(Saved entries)
========

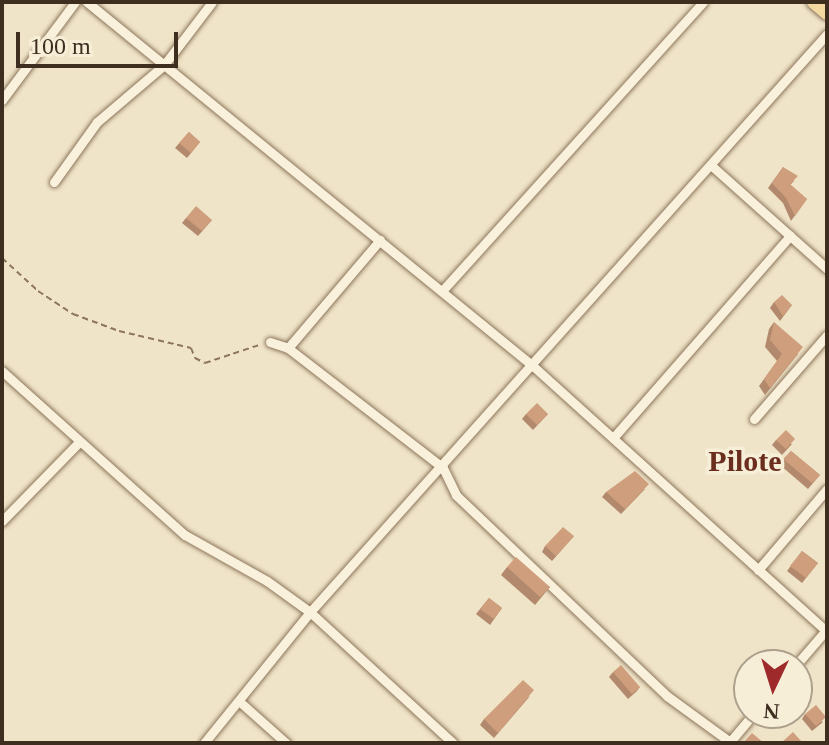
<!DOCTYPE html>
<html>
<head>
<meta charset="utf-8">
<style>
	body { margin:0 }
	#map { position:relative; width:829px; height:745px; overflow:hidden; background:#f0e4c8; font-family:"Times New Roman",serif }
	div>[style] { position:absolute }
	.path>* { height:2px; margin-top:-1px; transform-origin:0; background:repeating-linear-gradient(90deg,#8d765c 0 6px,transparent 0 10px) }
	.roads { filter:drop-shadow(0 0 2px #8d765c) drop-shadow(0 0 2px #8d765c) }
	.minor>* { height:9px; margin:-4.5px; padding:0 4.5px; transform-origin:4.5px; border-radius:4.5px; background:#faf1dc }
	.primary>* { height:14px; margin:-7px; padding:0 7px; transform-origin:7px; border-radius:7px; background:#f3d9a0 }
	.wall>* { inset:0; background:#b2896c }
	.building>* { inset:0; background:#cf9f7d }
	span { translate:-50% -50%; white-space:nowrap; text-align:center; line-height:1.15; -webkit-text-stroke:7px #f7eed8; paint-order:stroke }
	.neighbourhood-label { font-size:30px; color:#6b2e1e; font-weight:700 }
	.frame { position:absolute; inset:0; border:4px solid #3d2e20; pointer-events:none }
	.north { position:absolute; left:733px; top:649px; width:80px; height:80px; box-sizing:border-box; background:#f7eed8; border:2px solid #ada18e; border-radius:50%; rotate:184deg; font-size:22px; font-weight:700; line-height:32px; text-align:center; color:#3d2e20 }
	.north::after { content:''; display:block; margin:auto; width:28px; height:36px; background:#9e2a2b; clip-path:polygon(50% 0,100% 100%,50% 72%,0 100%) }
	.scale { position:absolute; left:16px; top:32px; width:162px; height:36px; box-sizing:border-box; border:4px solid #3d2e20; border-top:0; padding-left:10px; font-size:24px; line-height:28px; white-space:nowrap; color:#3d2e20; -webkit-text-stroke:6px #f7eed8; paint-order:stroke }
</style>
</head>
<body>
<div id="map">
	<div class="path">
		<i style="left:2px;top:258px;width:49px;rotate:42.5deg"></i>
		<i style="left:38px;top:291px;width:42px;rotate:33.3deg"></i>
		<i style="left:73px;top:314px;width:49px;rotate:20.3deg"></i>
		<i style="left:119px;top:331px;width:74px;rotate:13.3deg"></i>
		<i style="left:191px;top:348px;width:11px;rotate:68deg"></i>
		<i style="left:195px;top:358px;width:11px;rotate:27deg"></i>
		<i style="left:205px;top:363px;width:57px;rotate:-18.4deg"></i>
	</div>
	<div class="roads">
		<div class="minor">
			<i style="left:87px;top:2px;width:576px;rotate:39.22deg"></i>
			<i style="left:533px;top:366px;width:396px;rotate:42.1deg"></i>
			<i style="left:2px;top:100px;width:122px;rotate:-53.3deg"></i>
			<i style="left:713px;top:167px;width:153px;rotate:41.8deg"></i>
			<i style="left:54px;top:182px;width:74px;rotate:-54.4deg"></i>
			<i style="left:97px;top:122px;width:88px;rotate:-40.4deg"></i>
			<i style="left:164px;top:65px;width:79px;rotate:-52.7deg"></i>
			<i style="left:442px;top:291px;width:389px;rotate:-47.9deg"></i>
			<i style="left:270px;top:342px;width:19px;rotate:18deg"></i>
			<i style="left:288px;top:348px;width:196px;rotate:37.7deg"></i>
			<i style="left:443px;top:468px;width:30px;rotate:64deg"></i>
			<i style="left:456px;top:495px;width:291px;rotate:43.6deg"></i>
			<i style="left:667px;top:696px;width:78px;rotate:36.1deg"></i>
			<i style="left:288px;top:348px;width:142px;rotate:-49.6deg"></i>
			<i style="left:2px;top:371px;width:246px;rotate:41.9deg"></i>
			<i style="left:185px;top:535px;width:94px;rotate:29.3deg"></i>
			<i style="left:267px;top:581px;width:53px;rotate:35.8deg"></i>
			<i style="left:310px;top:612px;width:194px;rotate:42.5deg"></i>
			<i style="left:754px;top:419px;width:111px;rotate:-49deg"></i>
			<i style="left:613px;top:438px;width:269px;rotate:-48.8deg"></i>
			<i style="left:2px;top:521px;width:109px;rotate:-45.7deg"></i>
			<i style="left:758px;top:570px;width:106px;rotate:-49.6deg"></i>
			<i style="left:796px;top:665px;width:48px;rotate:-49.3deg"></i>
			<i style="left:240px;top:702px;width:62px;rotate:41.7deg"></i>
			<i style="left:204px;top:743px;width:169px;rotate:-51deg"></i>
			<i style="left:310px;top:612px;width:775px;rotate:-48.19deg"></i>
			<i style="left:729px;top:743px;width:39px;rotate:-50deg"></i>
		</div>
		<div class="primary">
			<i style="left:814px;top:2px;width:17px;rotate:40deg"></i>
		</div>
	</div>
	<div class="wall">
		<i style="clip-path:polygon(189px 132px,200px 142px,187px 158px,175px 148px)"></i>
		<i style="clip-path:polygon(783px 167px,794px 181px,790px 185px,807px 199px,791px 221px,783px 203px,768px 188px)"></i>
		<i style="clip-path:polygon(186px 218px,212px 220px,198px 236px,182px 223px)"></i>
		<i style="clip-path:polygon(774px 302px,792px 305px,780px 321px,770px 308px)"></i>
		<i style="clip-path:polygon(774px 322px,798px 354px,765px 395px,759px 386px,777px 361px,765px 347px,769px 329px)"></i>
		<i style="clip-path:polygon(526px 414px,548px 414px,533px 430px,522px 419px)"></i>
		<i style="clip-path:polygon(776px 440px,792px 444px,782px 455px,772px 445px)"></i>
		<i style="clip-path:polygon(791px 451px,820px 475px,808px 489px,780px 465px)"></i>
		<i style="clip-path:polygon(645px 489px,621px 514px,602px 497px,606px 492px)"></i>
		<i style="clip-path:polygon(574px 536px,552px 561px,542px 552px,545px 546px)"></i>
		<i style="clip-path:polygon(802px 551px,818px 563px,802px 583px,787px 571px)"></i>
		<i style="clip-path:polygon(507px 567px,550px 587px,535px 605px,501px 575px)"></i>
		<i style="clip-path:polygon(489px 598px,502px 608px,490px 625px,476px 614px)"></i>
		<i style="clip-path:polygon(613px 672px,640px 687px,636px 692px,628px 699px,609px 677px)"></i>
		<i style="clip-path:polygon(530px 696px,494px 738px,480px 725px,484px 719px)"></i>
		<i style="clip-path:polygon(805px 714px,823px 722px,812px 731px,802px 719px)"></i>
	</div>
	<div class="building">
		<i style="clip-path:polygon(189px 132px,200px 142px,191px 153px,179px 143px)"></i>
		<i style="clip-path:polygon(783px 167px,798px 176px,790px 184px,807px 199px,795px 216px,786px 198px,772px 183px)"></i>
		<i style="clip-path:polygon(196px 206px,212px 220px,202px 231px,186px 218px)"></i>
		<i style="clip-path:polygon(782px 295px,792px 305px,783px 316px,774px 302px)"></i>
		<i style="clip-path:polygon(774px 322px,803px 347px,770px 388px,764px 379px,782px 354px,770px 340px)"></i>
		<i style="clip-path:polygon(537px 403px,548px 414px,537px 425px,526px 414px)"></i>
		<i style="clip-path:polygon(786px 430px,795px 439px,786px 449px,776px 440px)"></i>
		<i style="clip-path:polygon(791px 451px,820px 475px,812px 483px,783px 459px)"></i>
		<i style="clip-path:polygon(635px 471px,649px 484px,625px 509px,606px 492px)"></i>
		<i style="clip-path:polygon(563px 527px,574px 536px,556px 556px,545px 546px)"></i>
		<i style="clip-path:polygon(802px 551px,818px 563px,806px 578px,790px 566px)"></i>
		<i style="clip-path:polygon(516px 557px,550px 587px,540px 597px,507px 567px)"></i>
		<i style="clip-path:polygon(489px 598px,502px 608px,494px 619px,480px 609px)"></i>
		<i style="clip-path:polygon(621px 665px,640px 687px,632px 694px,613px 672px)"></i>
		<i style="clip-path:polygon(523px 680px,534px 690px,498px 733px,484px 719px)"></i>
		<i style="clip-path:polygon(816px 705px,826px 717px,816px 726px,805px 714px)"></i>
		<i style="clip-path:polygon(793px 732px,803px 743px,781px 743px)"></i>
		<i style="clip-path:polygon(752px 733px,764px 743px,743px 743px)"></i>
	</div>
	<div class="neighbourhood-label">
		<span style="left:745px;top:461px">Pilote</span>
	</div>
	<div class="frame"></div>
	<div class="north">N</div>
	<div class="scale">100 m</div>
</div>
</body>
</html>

========

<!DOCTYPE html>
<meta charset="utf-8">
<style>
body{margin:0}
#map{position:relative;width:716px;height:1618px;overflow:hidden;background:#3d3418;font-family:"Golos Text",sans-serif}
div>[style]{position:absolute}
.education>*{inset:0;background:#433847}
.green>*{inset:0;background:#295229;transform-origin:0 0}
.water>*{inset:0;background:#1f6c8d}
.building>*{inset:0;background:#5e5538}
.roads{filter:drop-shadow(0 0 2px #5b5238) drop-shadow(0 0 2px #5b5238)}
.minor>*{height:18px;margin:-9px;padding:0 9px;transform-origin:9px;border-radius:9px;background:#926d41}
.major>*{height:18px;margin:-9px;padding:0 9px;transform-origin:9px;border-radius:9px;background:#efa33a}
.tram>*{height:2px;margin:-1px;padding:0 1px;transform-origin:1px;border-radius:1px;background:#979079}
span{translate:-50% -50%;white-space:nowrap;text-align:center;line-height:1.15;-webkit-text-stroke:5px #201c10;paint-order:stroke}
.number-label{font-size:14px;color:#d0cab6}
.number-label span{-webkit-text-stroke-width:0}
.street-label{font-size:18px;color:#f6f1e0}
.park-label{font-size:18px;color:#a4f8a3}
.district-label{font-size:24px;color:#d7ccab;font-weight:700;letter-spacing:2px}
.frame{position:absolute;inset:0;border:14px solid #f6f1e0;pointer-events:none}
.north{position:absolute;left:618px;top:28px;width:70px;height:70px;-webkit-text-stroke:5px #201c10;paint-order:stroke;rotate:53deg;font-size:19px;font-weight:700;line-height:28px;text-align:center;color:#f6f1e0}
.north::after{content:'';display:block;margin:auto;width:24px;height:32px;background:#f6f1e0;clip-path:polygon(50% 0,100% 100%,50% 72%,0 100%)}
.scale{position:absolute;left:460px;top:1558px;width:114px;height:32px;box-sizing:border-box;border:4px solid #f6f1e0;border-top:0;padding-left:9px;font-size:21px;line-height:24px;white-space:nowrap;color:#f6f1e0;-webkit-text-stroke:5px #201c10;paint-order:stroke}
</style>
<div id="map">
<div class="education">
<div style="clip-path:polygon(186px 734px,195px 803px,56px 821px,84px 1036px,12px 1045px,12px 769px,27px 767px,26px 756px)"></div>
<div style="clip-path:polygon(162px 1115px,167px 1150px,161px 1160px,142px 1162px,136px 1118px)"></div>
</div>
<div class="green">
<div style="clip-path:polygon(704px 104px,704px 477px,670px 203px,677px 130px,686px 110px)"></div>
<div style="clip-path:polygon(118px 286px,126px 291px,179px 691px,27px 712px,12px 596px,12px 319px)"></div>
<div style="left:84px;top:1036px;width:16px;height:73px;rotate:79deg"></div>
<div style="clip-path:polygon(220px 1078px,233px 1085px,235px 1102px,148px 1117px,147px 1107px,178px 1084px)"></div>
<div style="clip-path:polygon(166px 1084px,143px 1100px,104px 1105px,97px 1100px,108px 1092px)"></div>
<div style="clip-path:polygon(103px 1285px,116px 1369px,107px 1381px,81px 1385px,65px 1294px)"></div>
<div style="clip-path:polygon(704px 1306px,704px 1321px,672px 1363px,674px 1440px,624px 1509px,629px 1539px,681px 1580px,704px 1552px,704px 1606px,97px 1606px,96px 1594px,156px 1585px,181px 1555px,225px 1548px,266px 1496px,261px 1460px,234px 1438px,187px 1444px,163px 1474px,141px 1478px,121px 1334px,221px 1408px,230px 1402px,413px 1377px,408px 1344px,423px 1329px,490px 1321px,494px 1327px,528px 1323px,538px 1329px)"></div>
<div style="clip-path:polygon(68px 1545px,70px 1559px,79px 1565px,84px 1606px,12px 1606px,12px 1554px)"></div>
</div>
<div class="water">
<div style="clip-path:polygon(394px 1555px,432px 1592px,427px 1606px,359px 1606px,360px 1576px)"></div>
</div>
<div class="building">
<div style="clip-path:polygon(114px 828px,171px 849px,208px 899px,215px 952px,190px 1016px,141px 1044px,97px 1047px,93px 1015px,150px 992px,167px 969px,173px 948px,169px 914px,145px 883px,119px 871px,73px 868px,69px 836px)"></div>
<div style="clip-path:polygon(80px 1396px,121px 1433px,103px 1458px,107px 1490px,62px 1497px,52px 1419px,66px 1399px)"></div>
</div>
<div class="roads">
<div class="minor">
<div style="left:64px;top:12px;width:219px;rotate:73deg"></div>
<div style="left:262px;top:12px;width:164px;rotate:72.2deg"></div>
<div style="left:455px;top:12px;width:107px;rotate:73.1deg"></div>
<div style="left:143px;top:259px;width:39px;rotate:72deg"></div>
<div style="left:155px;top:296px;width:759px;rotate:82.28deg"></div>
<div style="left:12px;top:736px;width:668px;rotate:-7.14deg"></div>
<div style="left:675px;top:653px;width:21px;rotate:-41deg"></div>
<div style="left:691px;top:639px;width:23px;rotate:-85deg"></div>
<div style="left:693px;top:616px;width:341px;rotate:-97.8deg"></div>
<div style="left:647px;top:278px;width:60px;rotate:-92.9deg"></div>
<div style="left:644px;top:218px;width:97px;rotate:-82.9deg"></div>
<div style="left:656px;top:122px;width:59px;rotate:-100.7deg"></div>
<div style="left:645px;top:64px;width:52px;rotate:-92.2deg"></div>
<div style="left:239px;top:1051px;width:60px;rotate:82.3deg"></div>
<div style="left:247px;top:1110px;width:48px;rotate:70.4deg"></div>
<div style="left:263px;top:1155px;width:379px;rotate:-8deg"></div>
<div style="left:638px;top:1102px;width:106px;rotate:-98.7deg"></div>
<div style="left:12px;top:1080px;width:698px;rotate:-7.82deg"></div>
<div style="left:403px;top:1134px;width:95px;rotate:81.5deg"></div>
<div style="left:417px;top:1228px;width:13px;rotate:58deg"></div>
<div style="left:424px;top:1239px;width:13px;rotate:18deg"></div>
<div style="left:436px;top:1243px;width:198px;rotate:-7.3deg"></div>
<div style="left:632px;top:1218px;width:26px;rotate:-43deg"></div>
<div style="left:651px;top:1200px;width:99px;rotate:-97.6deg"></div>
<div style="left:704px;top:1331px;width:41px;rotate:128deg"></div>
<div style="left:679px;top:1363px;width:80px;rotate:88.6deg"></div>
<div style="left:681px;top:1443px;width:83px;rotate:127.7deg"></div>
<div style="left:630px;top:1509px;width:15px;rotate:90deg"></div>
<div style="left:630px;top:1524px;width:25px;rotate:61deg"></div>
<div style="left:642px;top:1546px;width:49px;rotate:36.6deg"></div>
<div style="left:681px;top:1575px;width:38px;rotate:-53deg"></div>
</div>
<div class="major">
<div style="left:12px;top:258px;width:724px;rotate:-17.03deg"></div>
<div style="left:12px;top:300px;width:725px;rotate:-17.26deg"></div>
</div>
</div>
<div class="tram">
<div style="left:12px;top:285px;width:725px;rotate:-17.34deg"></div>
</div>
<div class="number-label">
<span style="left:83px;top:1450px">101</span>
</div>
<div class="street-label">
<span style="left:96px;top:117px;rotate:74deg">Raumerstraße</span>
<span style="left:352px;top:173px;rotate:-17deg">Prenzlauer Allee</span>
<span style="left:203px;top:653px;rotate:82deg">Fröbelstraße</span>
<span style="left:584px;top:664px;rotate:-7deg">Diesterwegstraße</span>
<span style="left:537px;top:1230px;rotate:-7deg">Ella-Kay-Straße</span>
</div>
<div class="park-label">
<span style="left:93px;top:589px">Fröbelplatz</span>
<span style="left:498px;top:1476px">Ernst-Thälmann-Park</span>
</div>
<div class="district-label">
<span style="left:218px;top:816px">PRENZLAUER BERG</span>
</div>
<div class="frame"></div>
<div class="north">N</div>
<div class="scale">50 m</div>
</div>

========

# TASK INSTRUCTIONS
Write down exactly the span of lines above from the one containing "position:relative; width:829px; height:745px;" to the one containing "translate:-50% -50%; white-space:nowrap;", both ends included.

# OUTPUT OF THE TASK
	#map { position:relative; width:829px; height:745px; overflow:hidden; background:#f0e4c8; font-family:"Times New Roman",serif }
	div>[style] { position:absolute }
	.path>* { height:2px; margin-top:-1px; transform-origin:0; background:repeating-linear-gradient(90deg,#8d765c 0 6px,transparent 0 10px) }
	.roads { filter:drop-shadow(0 0 2px #8d765c) drop-shadow(0 0 2px #8d765c) }
	.minor>* { height:9px; margin:-4.5px; padding:0 4.5px; transform-origin:4.5px; border-radius:4.5px; background:#faf1dc }
	.primary>* { height:14px; margin:-7px; padding:0 7px; transform-origin:7px; border-radius:7px; background:#f3d9a0 }
	.wall>* { inset:0; background:#b2896c }
	.building>* { inset:0; background:#cf9f7d }
	span { translate:-50% -50%; white-space:nowrap; text-align:center; line-height:1.15; -webkit-text-stroke:7px #f7eed8; paint-order:stroke }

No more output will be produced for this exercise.